Italian lawyer and politician (1891–1968)

Armando Angelini (1891–1968) was an Italian lawyer and politician from the Christian Democracy. He served as the minister of transport and minister without portfolio in the late 1950s and in the early 1960s in various Italian cabinets. He was a member of the Parliament and the Senate.

==Early life and education==
Angelini was born in Seravezza on 31 December 1891. He obtained a degree in law from the University of Pisa.

==Career==
Following his graduation Angelini worked as a lawyer. He became a provincial councillor and was elected as a deputy for the Italian People's Party in 1919 which he held until 1924.

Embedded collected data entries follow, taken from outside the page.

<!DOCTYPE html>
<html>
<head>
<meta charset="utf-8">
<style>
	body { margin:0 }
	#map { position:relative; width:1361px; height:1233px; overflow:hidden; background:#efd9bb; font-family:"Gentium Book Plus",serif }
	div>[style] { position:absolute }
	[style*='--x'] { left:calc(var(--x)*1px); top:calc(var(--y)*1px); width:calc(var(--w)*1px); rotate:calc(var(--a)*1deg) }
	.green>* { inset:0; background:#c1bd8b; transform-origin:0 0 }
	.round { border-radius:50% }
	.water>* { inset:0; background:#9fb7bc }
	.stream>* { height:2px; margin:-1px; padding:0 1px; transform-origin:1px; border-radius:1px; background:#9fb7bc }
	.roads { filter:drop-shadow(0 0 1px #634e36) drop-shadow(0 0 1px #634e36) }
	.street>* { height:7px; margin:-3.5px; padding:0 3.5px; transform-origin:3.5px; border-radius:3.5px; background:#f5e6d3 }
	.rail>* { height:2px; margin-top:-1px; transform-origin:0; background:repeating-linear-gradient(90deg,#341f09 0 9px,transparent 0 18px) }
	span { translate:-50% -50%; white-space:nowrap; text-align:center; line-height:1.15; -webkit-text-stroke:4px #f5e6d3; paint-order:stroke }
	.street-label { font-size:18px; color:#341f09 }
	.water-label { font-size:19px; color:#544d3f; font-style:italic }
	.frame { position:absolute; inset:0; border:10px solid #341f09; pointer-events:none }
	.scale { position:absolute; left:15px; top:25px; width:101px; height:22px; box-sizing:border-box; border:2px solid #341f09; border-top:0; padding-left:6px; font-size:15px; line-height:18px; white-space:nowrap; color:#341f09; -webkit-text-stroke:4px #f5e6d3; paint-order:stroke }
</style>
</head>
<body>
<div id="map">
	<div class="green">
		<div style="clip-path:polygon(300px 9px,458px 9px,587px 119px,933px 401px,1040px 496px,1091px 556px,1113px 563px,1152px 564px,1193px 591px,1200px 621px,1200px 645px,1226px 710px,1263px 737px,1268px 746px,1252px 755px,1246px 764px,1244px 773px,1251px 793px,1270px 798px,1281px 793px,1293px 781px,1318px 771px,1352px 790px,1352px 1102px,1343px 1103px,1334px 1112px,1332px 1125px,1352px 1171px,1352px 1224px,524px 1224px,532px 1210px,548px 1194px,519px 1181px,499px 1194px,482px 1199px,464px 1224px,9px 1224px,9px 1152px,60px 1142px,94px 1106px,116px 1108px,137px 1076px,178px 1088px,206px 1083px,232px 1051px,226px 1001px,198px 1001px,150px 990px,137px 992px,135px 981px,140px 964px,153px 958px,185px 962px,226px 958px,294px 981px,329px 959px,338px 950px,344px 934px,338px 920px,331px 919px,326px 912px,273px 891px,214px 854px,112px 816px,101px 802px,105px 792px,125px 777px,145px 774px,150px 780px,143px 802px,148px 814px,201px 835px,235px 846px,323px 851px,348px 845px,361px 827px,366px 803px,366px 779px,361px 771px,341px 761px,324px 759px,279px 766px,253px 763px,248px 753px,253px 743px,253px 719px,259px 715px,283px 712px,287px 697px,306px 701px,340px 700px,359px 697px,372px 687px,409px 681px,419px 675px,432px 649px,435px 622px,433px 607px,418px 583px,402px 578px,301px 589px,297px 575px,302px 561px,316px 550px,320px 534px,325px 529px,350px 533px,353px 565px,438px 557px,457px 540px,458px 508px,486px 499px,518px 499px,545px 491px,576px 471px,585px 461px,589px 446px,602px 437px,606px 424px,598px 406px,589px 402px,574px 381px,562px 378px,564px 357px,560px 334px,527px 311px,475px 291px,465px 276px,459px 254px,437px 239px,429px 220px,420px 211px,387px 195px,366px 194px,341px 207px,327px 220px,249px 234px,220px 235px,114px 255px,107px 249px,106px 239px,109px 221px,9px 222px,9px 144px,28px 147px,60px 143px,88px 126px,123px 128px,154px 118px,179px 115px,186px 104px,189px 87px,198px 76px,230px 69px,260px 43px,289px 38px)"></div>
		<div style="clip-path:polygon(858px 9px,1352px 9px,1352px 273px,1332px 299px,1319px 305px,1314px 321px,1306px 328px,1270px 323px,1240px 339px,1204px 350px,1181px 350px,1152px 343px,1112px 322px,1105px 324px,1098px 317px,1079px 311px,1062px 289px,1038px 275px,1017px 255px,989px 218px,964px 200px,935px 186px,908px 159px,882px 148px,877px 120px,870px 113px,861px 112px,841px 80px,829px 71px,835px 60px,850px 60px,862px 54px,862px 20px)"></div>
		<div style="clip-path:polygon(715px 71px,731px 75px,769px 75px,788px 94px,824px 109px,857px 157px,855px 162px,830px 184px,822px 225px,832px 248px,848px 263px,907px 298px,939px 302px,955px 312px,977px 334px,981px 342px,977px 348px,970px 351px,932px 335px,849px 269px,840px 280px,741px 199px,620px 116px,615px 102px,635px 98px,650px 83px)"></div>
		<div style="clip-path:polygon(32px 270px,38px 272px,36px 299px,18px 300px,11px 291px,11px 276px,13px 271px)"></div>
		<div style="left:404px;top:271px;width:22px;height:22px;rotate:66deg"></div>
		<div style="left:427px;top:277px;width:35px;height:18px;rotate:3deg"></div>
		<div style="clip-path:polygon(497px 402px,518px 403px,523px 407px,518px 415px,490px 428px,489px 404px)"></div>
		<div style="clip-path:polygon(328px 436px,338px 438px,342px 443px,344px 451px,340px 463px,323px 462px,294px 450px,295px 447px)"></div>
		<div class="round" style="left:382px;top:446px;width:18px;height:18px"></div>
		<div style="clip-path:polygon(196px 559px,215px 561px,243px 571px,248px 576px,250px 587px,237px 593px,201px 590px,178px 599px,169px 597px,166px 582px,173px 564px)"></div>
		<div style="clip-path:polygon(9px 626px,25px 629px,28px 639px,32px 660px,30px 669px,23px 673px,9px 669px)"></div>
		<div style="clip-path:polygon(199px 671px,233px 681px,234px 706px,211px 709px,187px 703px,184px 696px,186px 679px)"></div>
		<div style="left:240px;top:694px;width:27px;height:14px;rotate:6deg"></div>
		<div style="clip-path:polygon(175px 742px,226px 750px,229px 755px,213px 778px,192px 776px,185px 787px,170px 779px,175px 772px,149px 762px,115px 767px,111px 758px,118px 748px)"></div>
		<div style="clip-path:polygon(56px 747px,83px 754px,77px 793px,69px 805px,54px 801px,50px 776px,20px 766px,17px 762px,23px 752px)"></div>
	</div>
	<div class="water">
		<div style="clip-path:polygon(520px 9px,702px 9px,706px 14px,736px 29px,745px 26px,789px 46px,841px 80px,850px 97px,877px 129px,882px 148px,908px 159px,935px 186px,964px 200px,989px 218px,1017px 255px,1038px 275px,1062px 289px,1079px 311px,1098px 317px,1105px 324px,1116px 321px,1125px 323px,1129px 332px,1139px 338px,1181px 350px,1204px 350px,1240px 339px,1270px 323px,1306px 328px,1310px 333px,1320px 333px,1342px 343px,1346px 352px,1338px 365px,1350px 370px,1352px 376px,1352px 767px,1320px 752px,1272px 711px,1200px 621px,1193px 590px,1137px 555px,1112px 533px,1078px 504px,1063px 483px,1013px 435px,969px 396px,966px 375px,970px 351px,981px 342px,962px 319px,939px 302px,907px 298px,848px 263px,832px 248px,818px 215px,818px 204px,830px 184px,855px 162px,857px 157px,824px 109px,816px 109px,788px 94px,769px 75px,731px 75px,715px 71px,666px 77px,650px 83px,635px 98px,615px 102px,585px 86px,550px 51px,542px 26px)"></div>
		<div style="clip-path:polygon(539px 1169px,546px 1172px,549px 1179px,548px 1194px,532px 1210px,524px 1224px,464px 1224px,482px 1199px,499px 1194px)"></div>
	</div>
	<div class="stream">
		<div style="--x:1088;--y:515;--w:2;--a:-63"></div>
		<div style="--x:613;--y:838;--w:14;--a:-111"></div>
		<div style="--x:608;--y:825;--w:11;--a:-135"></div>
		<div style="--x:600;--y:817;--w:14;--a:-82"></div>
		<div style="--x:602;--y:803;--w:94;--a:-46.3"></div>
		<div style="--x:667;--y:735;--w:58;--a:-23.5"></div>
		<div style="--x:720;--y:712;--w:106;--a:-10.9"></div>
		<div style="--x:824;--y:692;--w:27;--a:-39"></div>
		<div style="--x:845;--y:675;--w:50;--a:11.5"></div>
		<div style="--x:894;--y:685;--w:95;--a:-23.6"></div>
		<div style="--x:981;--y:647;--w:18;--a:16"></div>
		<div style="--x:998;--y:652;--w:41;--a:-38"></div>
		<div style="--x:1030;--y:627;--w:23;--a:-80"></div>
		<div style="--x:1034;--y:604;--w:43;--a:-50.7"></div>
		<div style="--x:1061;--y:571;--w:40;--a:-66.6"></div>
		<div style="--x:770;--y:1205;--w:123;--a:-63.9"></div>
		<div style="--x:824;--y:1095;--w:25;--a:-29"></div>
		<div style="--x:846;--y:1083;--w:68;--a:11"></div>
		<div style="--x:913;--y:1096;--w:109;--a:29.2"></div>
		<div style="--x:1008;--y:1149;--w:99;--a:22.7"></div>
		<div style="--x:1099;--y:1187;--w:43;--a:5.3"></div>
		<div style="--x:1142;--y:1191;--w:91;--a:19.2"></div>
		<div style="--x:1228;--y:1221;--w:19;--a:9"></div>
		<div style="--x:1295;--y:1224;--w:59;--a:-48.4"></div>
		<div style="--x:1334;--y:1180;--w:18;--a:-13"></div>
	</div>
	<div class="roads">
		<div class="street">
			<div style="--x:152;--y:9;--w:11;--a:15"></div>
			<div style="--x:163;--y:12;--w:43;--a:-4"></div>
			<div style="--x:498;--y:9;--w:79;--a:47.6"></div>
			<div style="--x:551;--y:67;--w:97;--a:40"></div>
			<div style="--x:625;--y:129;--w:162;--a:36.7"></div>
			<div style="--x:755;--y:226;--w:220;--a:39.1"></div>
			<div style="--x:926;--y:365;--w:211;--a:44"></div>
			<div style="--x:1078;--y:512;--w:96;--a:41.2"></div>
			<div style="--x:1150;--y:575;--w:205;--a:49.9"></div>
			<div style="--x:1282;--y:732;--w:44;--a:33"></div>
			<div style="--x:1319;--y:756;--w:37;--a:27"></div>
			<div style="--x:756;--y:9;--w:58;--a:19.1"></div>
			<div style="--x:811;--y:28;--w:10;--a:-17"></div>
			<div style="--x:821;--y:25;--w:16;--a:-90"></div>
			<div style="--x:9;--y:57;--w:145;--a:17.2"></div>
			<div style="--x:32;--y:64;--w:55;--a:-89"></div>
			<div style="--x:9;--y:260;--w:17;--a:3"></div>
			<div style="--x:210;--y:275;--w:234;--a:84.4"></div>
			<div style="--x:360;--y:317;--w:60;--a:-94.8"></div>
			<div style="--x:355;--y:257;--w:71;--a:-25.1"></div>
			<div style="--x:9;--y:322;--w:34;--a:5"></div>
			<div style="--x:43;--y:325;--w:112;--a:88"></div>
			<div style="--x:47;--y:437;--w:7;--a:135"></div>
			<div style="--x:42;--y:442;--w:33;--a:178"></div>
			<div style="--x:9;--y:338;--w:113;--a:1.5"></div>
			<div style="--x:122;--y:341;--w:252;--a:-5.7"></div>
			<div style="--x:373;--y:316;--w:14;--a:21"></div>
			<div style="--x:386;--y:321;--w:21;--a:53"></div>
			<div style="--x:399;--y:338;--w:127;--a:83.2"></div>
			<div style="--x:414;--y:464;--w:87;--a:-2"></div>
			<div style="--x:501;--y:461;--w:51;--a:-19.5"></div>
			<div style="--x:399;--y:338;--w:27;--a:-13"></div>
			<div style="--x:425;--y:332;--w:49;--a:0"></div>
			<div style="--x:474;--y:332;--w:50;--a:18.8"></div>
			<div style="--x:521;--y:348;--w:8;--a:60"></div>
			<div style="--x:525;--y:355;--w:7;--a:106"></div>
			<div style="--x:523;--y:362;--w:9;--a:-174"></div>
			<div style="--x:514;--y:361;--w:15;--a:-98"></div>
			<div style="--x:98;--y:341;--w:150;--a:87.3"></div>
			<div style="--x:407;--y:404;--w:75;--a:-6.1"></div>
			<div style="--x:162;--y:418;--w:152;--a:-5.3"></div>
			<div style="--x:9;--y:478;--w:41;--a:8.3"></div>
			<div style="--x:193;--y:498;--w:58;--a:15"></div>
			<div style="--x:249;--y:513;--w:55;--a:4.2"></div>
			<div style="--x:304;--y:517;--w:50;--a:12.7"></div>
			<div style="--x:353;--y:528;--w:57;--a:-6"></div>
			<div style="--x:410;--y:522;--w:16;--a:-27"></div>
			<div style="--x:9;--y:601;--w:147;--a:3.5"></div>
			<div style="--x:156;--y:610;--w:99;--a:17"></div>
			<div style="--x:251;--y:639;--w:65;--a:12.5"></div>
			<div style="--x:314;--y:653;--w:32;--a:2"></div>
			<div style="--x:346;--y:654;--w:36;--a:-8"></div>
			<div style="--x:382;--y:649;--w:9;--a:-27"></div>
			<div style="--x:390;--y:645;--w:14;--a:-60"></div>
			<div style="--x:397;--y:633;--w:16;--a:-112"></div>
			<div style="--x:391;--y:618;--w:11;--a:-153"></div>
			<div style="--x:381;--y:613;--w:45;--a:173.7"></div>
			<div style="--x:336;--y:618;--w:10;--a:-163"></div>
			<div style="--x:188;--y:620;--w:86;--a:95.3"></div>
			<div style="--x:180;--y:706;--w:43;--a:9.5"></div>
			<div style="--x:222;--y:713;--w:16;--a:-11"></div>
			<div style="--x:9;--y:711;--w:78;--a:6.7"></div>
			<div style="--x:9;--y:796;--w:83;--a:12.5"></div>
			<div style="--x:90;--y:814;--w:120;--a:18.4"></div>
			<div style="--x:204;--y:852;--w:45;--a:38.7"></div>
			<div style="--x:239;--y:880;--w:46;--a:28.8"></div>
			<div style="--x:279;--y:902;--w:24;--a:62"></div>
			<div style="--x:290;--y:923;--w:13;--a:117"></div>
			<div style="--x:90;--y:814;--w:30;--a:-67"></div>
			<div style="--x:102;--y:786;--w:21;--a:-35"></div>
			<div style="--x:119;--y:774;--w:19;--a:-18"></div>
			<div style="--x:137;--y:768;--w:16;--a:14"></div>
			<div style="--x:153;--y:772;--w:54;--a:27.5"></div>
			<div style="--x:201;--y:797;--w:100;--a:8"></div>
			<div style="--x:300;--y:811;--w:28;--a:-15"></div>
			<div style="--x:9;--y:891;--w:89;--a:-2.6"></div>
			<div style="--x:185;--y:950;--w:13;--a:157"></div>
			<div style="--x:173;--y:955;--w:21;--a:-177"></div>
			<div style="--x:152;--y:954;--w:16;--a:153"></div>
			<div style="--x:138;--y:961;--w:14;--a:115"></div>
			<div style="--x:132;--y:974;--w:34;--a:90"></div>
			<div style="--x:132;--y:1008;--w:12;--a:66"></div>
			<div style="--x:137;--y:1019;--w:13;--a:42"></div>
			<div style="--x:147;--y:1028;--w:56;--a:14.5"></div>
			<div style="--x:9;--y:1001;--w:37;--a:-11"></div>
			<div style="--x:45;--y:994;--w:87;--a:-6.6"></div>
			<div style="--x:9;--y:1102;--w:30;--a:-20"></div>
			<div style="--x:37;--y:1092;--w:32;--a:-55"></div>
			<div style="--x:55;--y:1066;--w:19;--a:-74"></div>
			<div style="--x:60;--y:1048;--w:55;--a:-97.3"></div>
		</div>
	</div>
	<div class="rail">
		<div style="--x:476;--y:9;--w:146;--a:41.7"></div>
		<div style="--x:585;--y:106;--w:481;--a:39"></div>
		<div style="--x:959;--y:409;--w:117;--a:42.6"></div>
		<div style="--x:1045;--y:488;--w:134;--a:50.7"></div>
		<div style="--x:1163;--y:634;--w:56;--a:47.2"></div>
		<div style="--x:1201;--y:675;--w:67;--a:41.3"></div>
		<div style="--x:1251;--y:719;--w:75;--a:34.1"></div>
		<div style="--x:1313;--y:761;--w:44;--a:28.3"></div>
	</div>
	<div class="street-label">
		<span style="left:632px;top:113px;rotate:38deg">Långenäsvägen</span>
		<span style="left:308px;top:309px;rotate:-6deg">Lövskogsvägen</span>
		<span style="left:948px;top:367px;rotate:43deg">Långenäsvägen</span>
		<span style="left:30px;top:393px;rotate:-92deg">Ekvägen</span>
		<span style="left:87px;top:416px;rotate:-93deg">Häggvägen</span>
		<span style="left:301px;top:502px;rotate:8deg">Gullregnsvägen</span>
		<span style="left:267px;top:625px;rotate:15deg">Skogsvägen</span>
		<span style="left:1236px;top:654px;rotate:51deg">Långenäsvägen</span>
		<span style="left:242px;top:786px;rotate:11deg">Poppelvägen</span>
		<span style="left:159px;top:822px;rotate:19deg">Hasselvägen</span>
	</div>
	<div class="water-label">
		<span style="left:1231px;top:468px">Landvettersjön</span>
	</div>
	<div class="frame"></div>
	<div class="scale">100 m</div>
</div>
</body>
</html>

Following the end of the Fascist rule Angelini became a member of the Constituent Assembly in 1946. Then he served for two terms in the Parliament and for two terms in the Senate. His first term at the Parliament was between 1 June 1948 and 24 June 1953, and he was elected for the Christian Democracy from Pisa.

Angelini became a deputy for the party from Pisa again in 1954 and was in office until June 1958. He headed the Merchant Marine Commission in the Parliament in 1954. Angelini was the minister of transport between 1955 and 1958. He was appointed to the post 6 July 1955 to the first cabinet of Prime Minister Antonio Segni, and his term ended on 19 May 1957. Angelini was again named as the minister of transport on 20 May 1957 and held the post until 1 July 1958 in the cabinet of Prime Minister Adone Zoli.

Angelini became a member of the Senate on 12 June 1958 and served until 15 May 1963. He also held various cabinet posts during this period. He was the minister of transport from 1 July 1958 to 14 February 1959 in the second cabinet of Amintore Fanfani. He held the same post in the second cabinet of Antonio Segni between 15 February 1959 and 24 March 1960. Angelini was named as the minister without portfolio for relations with Parliament on 25 March 1960 to the cabinet of Fernando Tambroni and remained in office until 25 July 1960. Angelini was appointed minister without portfolio for public administration reform on 12 April 1960 to the cabinet of Tambroni, and his term ended on 25 July 1960.

Angelini was again a member of the senate between 16 May 1963 and 17 April 1968.

==Later years and death==
Angelini died in a clinic in Rome on 17 April 1968 while he was a member of the Italian Senate.